The vision of director Ridley Scott was critical to bringing this vision to life on screen. He makes the most of his budget to turn the Nostromo into a tight, claustrophobic environment where the alien could be hiding in any dark corner or air vent, with the alien itself used sparingly but highly effectively. We don't even see the fully-grown xenomorph until over an hour into the film, but its presence is felt well before then, and when we are formally introduced to it, its famous design by H. R. Giger, with its lack of eyes, its pitch-black outer shell, its smooth, oblong head, its long tail, and its unholy amount of teeth, makes for one of the most immediately scary monsters ever put to film. The alien means business, and the mere hint of its presence is enough to chill the room. The gore is used very sparingly, but the kills are still brutal as the alien plunges its inner jaw into the head or chest of its victim. This thing is a natural born predator of humans, and that's without even getting into all the sexual imagery and rape symbolism that Giger and writer Dan O'Bannon crammed into how it operates, from its method of reproduction to its phallic appearance to its penetrating inner jaw. And yet, for long stretches, it hides. It waits. The remaining crew members, and the audience, wonder when it's going to come out of hiding, all while Ripley's damn cat drives them crazy. You learn to dread every place where the alien could possibly be hiding, even when it seems like the characters are safe.
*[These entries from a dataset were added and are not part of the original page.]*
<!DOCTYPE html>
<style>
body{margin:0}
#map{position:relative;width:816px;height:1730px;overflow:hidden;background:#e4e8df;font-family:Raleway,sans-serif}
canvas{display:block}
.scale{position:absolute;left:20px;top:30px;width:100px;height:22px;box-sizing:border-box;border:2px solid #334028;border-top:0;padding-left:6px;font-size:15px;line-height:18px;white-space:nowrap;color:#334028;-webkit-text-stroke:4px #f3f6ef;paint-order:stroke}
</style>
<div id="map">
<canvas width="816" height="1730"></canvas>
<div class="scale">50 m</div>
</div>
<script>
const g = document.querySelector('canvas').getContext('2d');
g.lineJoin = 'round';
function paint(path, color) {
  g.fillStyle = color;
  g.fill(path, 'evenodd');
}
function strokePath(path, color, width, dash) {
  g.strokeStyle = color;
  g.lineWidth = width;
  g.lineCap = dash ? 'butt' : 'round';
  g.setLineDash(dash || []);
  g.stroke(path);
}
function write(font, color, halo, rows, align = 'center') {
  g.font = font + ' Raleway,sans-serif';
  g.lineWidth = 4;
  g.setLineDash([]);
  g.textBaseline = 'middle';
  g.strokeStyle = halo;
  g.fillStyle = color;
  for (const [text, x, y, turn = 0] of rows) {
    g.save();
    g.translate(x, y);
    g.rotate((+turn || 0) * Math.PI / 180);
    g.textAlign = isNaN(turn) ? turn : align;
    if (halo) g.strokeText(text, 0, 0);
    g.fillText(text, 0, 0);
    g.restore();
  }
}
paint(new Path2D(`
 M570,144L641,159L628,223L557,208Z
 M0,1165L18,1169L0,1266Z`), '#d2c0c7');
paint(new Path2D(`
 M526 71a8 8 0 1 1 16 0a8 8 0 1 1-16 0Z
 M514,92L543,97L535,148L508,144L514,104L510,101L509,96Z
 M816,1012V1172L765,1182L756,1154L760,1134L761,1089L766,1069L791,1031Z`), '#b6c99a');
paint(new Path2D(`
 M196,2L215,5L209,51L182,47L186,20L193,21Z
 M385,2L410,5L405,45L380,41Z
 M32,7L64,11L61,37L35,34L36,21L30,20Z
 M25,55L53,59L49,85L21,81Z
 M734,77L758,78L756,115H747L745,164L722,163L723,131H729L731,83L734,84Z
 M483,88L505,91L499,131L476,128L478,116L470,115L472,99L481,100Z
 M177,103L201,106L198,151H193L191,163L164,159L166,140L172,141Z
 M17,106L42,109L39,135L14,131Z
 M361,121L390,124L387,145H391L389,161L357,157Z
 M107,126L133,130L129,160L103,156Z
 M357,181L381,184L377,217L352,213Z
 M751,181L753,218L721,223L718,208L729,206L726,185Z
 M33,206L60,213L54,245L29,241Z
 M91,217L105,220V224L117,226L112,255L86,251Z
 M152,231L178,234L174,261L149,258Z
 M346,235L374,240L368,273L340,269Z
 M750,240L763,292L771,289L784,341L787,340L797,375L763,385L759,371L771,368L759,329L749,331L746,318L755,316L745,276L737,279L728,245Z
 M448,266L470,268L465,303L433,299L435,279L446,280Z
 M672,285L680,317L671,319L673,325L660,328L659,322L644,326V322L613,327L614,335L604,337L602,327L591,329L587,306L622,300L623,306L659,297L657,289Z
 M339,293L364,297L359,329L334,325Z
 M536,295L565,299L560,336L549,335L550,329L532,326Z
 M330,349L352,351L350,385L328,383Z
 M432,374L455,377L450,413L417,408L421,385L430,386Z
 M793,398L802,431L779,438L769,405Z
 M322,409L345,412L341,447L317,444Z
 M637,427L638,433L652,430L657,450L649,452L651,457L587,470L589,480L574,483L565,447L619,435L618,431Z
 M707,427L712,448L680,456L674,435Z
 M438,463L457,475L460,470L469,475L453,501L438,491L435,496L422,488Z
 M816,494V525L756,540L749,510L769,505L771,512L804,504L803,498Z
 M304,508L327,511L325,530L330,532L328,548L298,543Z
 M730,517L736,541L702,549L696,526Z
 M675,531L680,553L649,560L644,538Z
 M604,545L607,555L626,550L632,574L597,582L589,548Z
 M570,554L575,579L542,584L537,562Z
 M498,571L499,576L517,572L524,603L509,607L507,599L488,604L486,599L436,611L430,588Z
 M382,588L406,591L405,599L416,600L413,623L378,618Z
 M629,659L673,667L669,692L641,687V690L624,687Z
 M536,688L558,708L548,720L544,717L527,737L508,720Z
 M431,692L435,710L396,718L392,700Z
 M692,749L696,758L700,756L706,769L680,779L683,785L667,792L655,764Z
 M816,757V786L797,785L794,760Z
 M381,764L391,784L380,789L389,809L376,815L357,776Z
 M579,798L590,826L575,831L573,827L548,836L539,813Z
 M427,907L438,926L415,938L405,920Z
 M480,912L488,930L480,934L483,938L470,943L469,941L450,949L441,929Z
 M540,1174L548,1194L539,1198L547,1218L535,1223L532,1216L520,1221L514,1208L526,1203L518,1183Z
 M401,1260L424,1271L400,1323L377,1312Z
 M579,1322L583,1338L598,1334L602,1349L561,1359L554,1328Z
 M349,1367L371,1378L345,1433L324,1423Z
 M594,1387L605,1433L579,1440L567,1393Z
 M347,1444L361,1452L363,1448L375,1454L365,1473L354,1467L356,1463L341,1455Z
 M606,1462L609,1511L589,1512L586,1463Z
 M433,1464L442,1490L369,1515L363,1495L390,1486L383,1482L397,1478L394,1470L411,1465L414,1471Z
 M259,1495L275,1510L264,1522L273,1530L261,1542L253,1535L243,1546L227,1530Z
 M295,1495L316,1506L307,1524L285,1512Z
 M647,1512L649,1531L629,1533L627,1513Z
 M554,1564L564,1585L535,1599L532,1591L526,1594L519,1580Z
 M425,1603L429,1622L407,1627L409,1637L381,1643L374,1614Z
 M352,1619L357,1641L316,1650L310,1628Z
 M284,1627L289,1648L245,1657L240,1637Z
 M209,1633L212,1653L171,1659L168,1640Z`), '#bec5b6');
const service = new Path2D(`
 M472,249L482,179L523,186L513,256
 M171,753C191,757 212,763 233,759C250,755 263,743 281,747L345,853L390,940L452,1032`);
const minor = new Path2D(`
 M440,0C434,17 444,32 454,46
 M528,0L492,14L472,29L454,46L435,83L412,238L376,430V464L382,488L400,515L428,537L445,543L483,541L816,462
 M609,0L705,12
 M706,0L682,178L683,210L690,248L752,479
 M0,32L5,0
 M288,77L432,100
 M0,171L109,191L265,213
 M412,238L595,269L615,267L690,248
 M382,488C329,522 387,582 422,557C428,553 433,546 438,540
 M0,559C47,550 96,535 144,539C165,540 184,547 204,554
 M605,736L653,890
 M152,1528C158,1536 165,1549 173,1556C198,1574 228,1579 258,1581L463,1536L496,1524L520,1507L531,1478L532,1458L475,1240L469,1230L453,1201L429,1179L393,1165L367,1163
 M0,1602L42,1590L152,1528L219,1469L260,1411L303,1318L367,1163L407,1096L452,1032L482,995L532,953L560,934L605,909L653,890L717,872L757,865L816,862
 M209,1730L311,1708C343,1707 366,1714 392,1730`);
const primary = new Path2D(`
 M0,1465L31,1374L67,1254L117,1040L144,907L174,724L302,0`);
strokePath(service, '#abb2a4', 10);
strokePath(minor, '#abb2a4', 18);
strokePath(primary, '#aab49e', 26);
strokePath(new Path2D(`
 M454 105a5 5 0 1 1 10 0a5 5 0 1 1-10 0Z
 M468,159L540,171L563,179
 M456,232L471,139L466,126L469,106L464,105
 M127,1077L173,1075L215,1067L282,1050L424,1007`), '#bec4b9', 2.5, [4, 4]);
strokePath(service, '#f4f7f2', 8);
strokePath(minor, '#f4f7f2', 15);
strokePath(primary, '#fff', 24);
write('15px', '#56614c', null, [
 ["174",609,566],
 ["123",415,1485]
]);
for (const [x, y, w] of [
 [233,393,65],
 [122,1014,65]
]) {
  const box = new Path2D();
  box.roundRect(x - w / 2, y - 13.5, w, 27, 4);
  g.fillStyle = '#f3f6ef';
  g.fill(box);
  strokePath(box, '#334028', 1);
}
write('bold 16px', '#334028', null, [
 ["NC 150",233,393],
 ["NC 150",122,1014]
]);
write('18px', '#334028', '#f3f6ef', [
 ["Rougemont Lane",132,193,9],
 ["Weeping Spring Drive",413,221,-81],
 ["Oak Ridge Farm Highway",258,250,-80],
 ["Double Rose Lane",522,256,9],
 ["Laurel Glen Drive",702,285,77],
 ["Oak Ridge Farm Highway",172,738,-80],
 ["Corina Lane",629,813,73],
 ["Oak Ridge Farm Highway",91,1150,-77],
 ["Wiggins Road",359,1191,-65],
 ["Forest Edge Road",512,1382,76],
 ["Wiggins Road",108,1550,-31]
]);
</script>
The human characters are just as good. With a small cast of only seven people (and one alien), every one of them gets his or her time to shine. Sigourney Weaver, of course, made her career here as Ripley, and while she's not the ass-kicking xenomorph slayer of the second film, she still proves to be a crafty survivor all the way to the finish. She looks genuinely terrified as the cast is whittled down around her, but her prevailing in the end, despite every obstacle thrown in her way, came down to a lot more than just blind luck. Ian Holm's morally dubious Ash brings some additional tension to the affair as the characters are given reason to question his motives, while the rest of the guys are great as scrappy Joes making the best of a bad situation. Finally, there's Veronica Cartwright's Lambert, who was just the worst, but in the best possible way. Shrill and panicky, Lambert is the antithesis of the hardy and capable Ripley. Cartwright does an incredible job playing a character who is quite probably pissing herself in terror at the alien and the situation she's in, working almost too well as an avatar for the audience given the problems that her fear causes for the rest of the crew.

The Bottom Line

I may still ever-so-slightly prefer its sequel, but Alien is still a brutal masterclass in slow-building tension, twisted creature design, and pure fear and isolation, drawing on sexual imagery and a very '70s vision of the future to do so. It's a movie that can hardly be described, only experienced.